# What you should do
Each entry below is to be transcribed exactly; pictures are not copied.

# The records
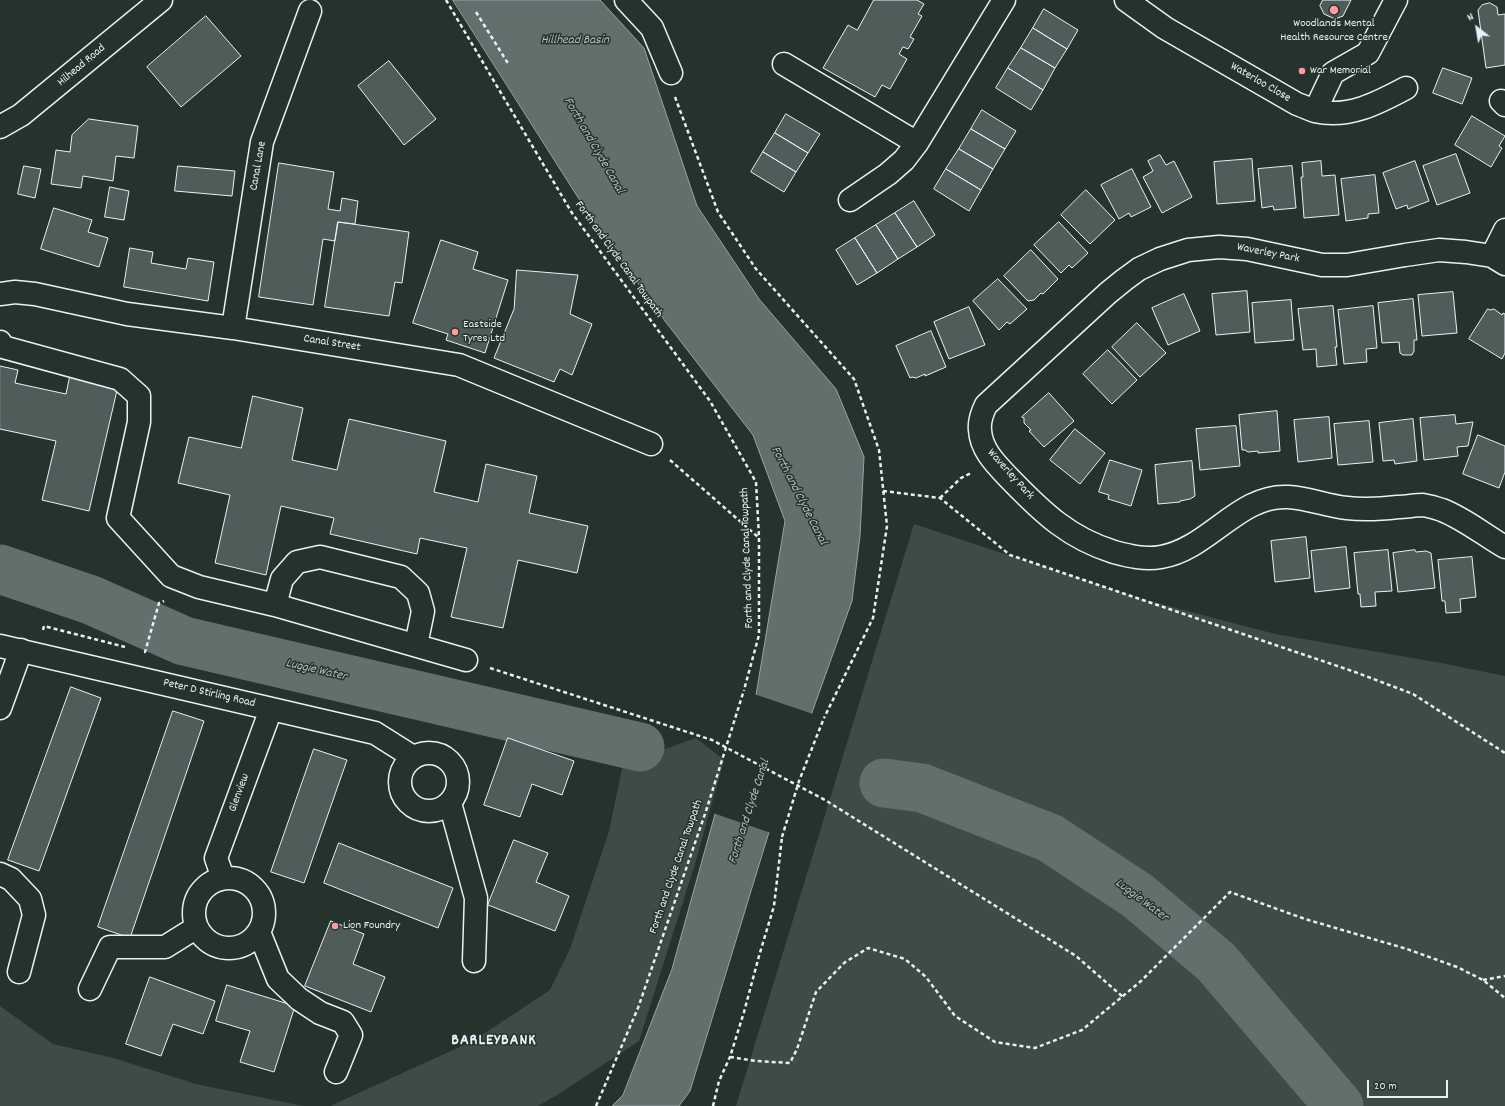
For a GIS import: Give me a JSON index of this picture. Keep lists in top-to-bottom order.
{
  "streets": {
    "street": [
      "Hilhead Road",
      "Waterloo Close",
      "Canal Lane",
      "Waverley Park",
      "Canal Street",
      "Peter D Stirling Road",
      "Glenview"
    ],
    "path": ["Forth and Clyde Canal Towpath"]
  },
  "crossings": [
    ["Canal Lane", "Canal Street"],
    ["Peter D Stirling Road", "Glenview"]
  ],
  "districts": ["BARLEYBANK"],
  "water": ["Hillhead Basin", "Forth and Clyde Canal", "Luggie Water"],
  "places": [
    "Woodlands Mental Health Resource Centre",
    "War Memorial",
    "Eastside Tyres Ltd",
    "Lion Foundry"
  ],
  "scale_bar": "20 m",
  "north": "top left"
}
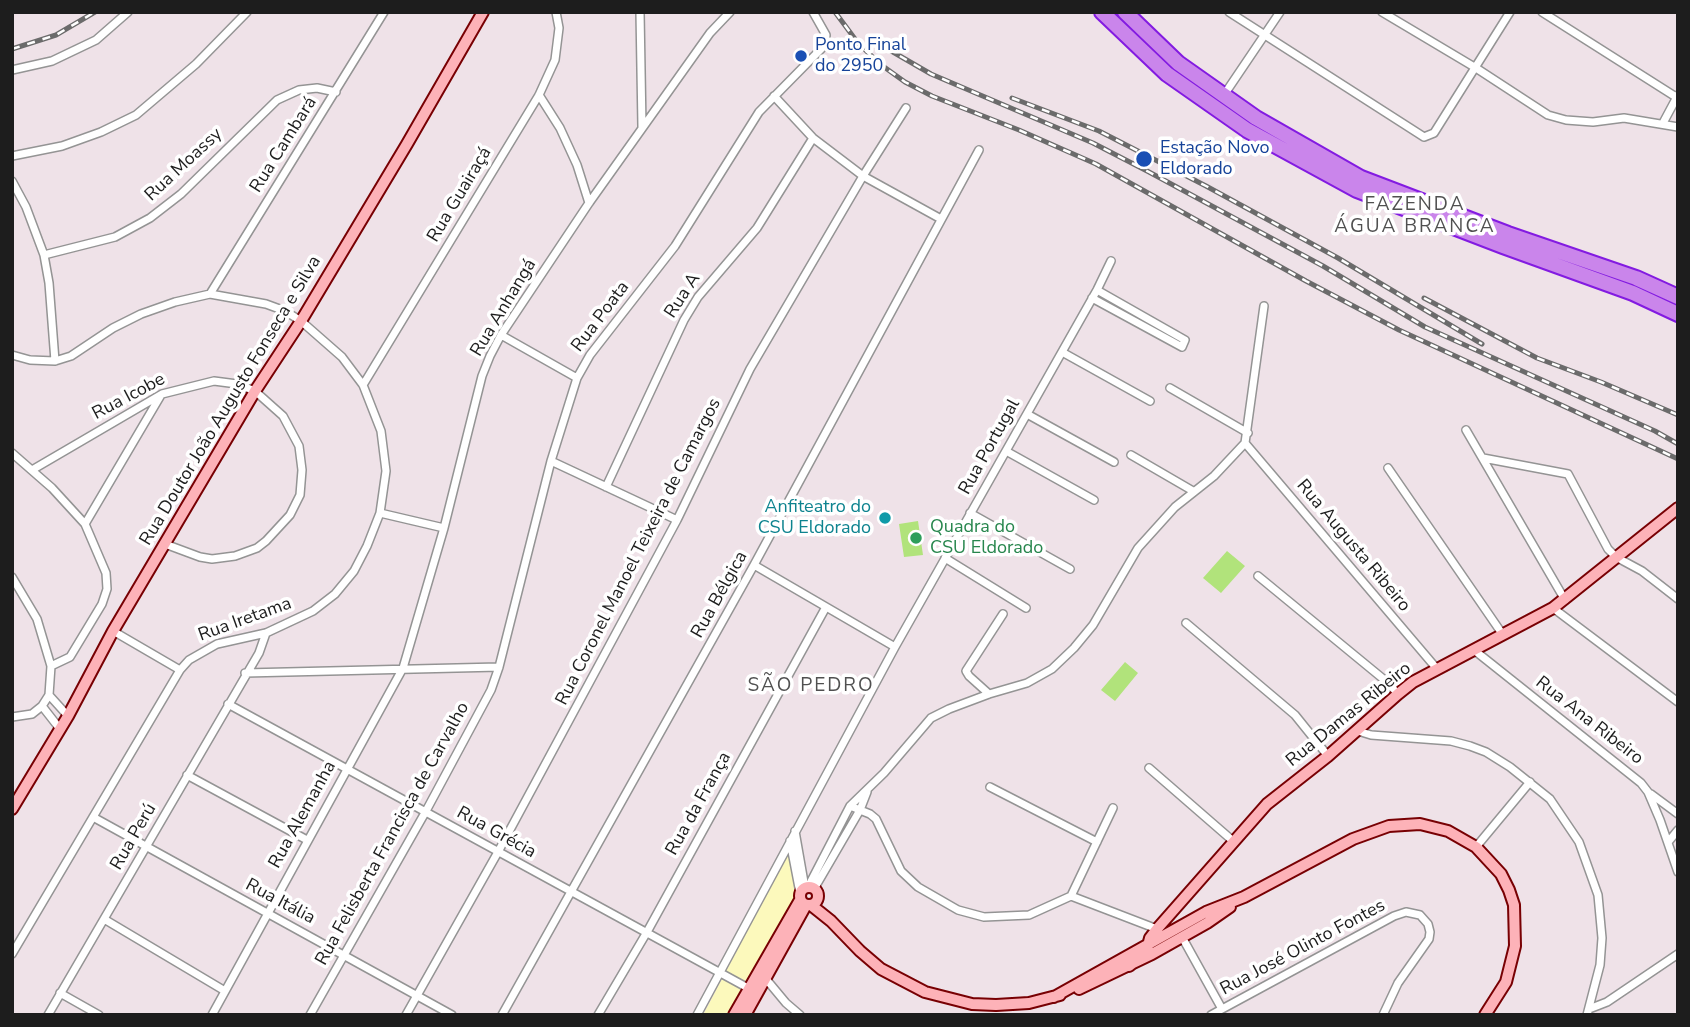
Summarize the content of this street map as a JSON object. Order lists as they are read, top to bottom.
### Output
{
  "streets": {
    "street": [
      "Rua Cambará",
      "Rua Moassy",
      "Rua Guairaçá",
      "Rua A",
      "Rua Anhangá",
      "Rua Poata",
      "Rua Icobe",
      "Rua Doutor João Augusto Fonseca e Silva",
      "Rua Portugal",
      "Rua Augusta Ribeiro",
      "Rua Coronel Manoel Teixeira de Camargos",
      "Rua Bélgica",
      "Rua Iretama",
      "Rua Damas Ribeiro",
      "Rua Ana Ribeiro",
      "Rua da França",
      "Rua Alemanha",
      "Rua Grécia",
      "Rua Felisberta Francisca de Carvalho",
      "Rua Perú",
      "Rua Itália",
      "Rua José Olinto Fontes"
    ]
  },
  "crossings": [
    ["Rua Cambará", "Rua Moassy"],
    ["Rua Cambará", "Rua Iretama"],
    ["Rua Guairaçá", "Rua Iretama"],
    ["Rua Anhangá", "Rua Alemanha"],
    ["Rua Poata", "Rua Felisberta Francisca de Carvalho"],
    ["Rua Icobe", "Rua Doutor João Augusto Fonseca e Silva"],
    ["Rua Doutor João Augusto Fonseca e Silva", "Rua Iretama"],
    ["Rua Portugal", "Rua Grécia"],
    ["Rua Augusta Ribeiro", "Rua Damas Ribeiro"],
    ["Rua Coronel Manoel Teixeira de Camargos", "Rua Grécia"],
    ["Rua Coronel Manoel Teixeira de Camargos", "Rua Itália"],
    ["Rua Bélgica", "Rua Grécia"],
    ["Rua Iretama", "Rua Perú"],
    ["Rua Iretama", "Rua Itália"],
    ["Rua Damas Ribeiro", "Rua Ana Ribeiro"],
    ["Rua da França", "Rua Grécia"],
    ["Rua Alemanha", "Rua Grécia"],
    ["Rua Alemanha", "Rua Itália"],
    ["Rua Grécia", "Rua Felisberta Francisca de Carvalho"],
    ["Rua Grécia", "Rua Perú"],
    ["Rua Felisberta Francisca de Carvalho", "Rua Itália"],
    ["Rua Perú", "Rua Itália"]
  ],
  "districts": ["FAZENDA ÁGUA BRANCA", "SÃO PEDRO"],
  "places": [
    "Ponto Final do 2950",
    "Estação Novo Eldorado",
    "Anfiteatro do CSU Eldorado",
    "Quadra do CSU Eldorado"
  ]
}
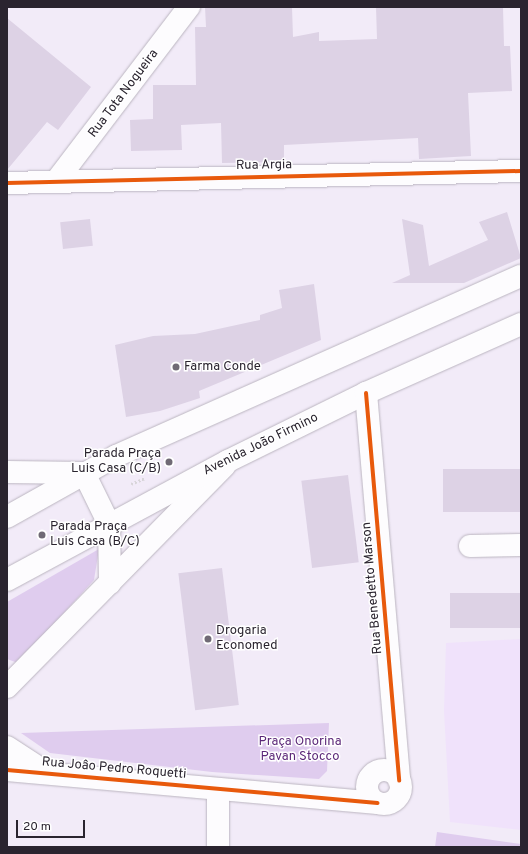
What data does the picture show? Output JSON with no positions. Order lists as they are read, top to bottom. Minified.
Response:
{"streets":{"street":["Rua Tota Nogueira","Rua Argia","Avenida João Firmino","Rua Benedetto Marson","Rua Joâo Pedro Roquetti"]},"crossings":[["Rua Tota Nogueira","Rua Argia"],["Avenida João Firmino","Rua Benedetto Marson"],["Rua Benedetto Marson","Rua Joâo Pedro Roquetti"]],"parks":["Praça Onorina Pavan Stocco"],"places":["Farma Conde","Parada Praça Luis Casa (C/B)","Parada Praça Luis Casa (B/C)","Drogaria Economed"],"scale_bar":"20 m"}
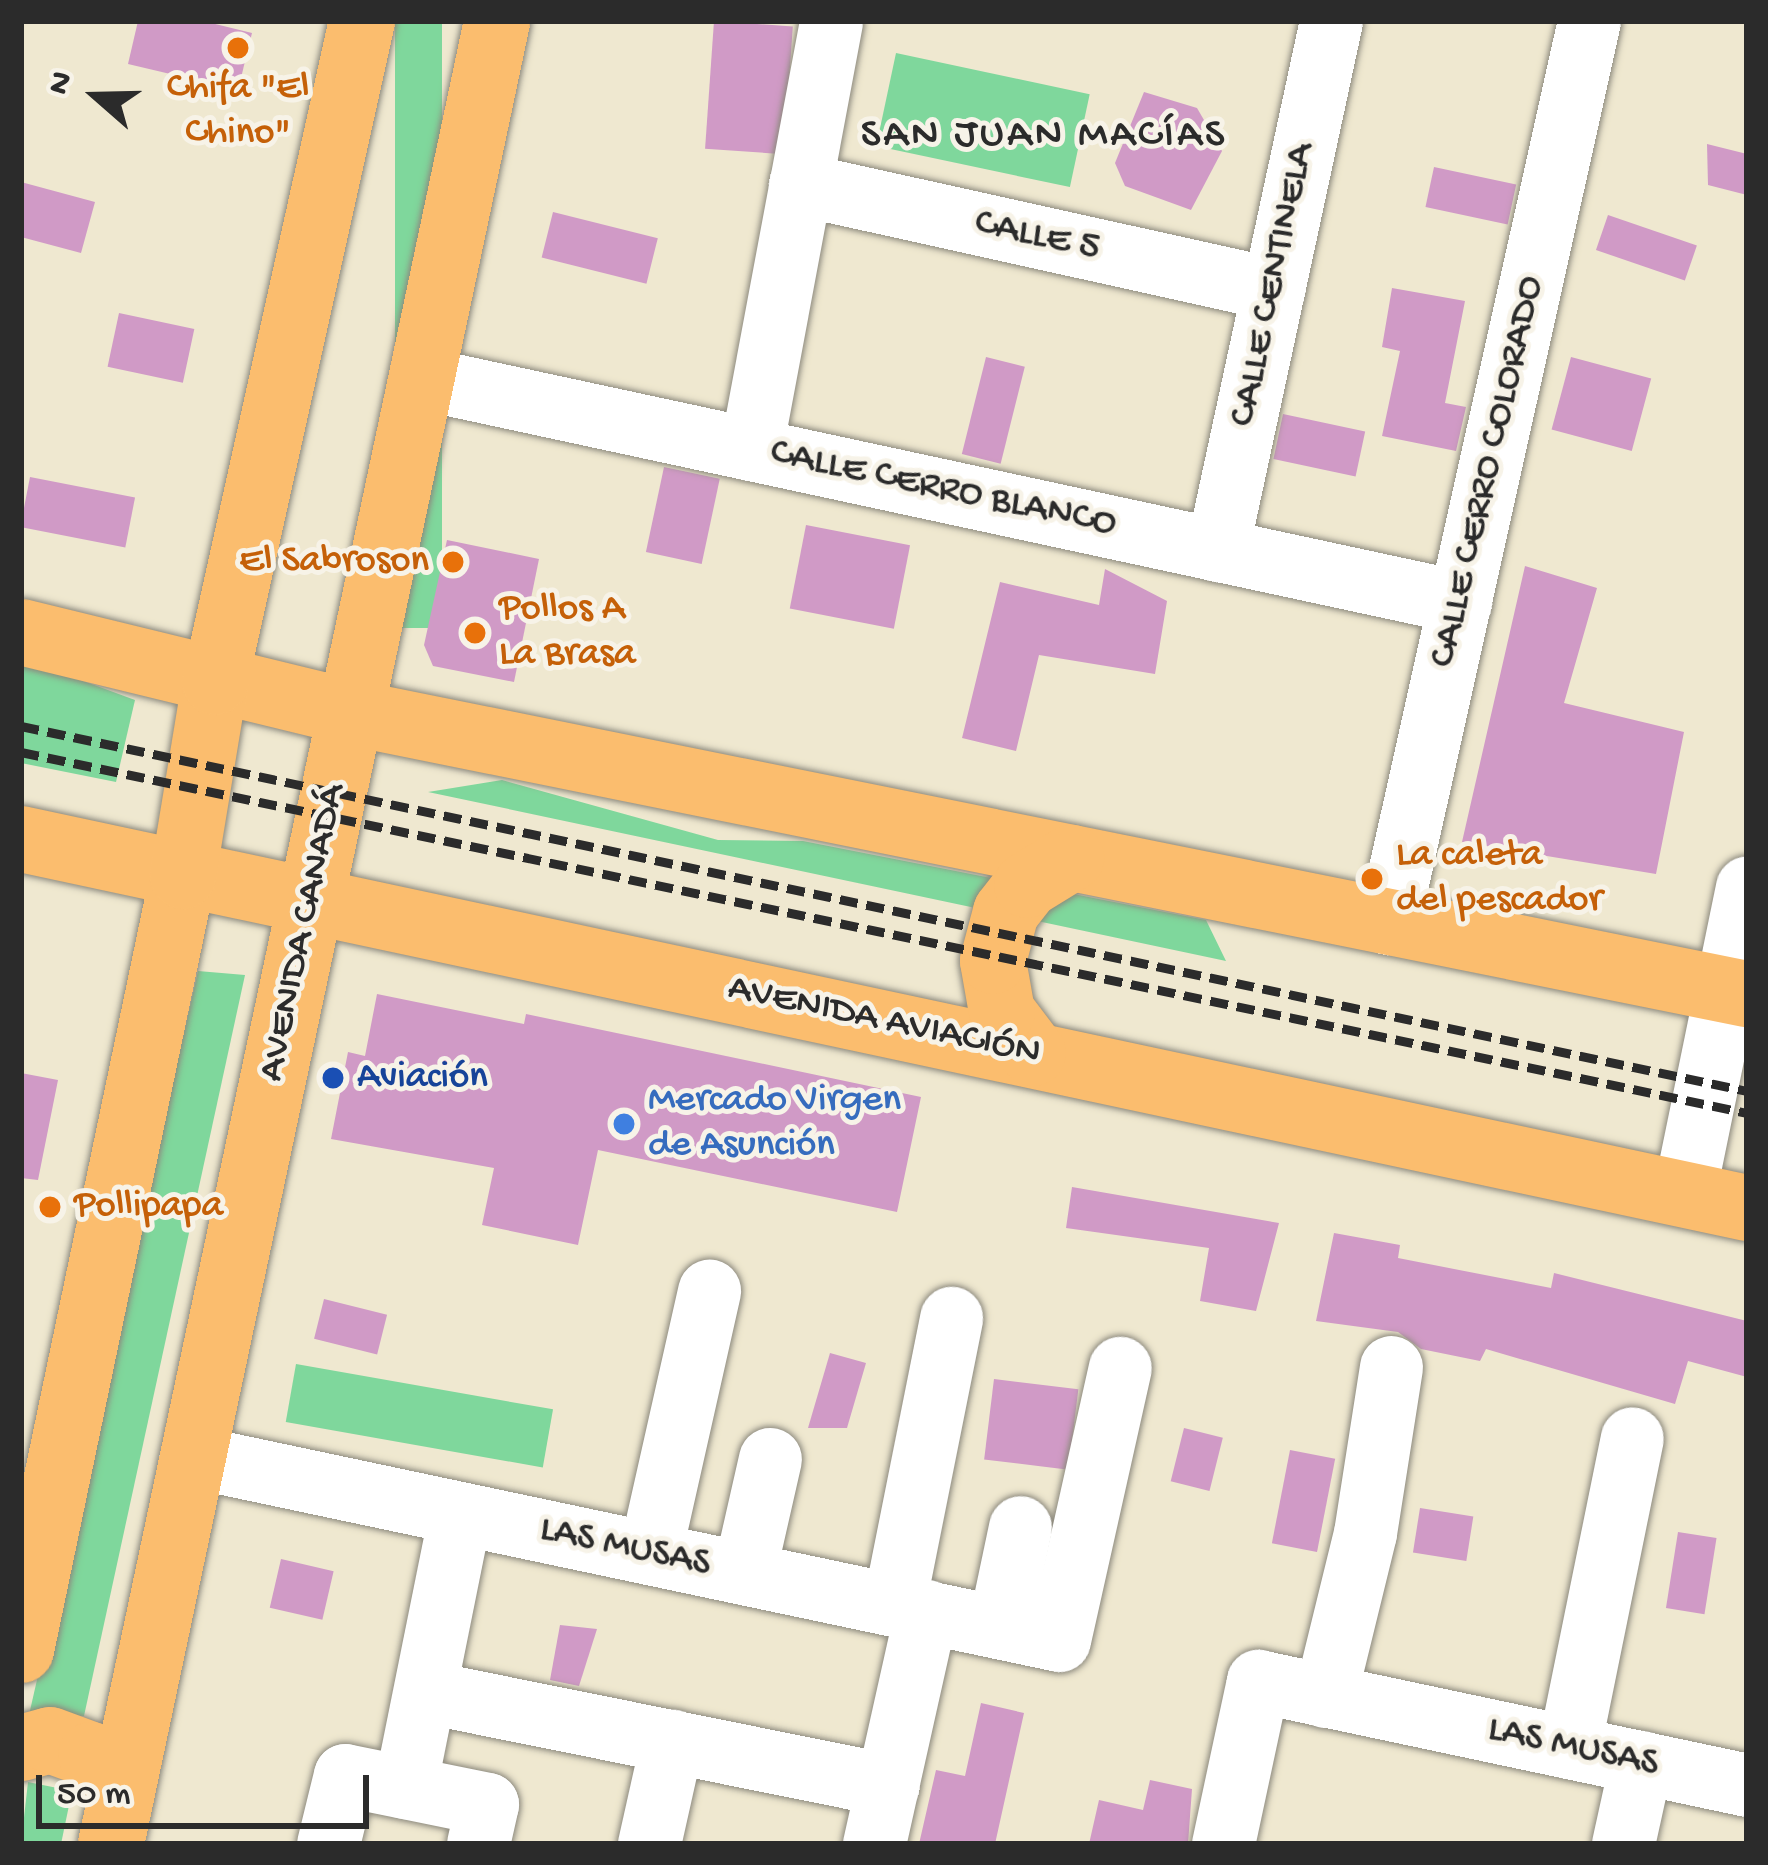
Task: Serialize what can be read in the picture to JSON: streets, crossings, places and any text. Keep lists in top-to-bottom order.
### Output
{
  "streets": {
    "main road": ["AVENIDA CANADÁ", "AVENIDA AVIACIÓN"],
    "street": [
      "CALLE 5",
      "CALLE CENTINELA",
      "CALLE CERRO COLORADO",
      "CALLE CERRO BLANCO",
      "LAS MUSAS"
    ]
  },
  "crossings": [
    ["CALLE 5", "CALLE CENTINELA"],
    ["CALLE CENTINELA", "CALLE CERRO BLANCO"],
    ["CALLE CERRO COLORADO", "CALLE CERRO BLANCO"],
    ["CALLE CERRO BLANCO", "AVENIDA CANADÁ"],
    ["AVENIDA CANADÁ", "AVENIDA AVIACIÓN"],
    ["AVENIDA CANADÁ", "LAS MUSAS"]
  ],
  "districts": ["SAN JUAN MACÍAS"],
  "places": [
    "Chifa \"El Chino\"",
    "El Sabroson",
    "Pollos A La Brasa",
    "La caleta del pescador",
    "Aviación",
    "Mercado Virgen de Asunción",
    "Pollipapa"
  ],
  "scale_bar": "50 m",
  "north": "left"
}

# Your solution
For a GIS import: Give me a JSON index of this picture. Keep lists in top-to-bottom order.
{
  "streets": {
    "street": [
      "Hilhead Road",
      "Waterloo Close",
      "Canal Lane",
      "Waverley Park",
      "Canal Street",
      "Peter D Stirling Road",
      "Glenview"
    ],
    "path": ["Forth and Clyde Canal Towpath"]
  },
  "crossings": [
    ["Canal Lane", "Canal Street"],
    ["Peter D Stirling Road", "Glenview"]
  ],
  "districts": ["BARLEYBANK"],
  "water": ["Hillhead Basin", "Forth and Clyde Canal", "Luggie Water"],
  "places": [
    "Woodlands Mental Health Resource Centre",
    "War Memorial",
    "Eastside Tyres Ltd",
    "Lion Foundry"
  ],
  "scale_bar": "20 m",
  "north": "top left"
}
Summarize the content of this street map as a JSON object. Order lists as they are read, top to bottom.
### Output
{
  "streets": {
    "street": [
      "Rua Cambará",
      "Rua Moassy",
      "Rua Guairaçá",
      "Rua A",
      "Rua Anhangá",
      "Rua Poata",
      "Rua Icobe",
      "Rua Doutor João Augusto Fonseca e Silva",
      "Rua Portugal",
      "Rua Augusta Ribeiro",
      "Rua Coronel Manoel Teixeira de Camargos",
      "Rua Bélgica",
      "Rua Iretama",
      "Rua Damas Ribeiro",
      "Rua Ana Ribeiro",
      "Rua da França",
      "Rua Alemanha",
      "Rua Grécia",
      "Rua Felisberta Francisca de Carvalho",
      "Rua Perú",
      "Rua Itália",
      "Rua José Olinto Fontes"
    ]
  },
  "crossings": [
    ["Rua Cambará", "Rua Moassy"],
    ["Rua Cambará", "Rua Iretama"],
    ["Rua Guairaçá", "Rua Iretama"],
    ["Rua Anhangá", "Rua Alemanha"],
    ["Rua Poata", "Rua Felisberta Francisca de Carvalho"],
    ["Rua Icobe", "Rua Doutor João Augusto Fonseca e Silva"],
    ["Rua Doutor João Augusto Fonseca e Silva", "Rua Iretama"],
    ["Rua Portugal", "Rua Grécia"],
    ["Rua Augusta Ribeiro", "Rua Damas Ribeiro"],
    ["Rua Coronel Manoel Teixeira de Camargos", "Rua Grécia"],
    ["Rua Coronel Manoel Teixeira de Camargos", "Rua Itália"],
    ["Rua Bélgica", "Rua Grécia"],
    ["Rua Iretama", "Rua Perú"],
    ["Rua Iretama", "Rua Itália"],
    ["Rua Damas Ribeiro", "Rua Ana Ribeiro"],
    ["Rua da França", "Rua Grécia"],
    ["Rua Alemanha", "Rua Grécia"],
    ["Rua Alemanha", "Rua Itália"],
    ["Rua Grécia", "Rua Felisberta Francisca de Carvalho"],
    ["Rua Grécia", "Rua Perú"],
    ["Rua Felisberta Francisca de Carvalho", "Rua Itália"],
    ["Rua Perú", "Rua Itália"]
  ],
  "districts": ["FAZENDA ÁGUA BRANCA", "SÃO PEDRO"],
  "places": [
    "Ponto Final do 2950",
    "Estação Novo Eldorado",
    "Anfiteatro do CSU Eldorado",
    "Quadra do CSU Eldorado"
  ]
}
What data does the picture show? Output JSON with no positions. Order lists as they are read, top to bottom. Minified.
Response:
{"streets":{"street":["Rua Tota Nogueira","Rua Argia","Avenida João Firmino","Rua Benedetto Marson","Rua Joâo Pedro Roquetti"]},"crossings":[["Rua Tota Nogueira","Rua Argia"],["Avenida João Firmino","Rua Benedetto Marson"],["Rua Benedetto Marson","Rua Joâo Pedro Roquetti"]],"parks":["Praça Onorina Pavan Stocco"],"places":["Farma Conde","Parada Praça Luis Casa (C/B)","Parada Praça Luis Casa (B/C)","Drogaria Economed"],"scale_bar":"20 m"}
Task: Serialize what can be read in the picture to JSON: streets, crossings, places and any text. Keep lists in top-to-bottom order.
### Output
{
  "streets": {
    "main road": ["AVENIDA CANADÁ", "AVENIDA AVIACIÓN"],
    "street": [
      "CALLE 5",
      "CALLE CENTINELA",
      "CALLE CERRO COLORADO",
      "CALLE CERRO BLANCO",
      "LAS MUSAS"
    ]
  },
  "crossings": [
    ["CALLE 5", "CALLE CENTINELA"],
    ["CALLE CENTINELA", "CALLE CERRO BLANCO"],
    ["CALLE CERRO COLORADO", "CALLE CERRO BLANCO"],
    ["CALLE CERRO BLANCO", "AVENIDA CANADÁ"],
    ["AVENIDA CANADÁ", "AVENIDA AVIACIÓN"],
    ["AVENIDA CANADÁ", "LAS MUSAS"]
  ],
  "districts": ["SAN JUAN MACÍAS"],
  "places": [
    "Chifa \"El Chino\"",
    "El Sabroson",
    "Pollos A La Brasa",
    "La caleta del pescador",
    "Aviación",
    "Mercado Virgen de Asunción",
    "Pollipapa"
  ],
  "scale_bar": "50 m",
  "north": "left"
}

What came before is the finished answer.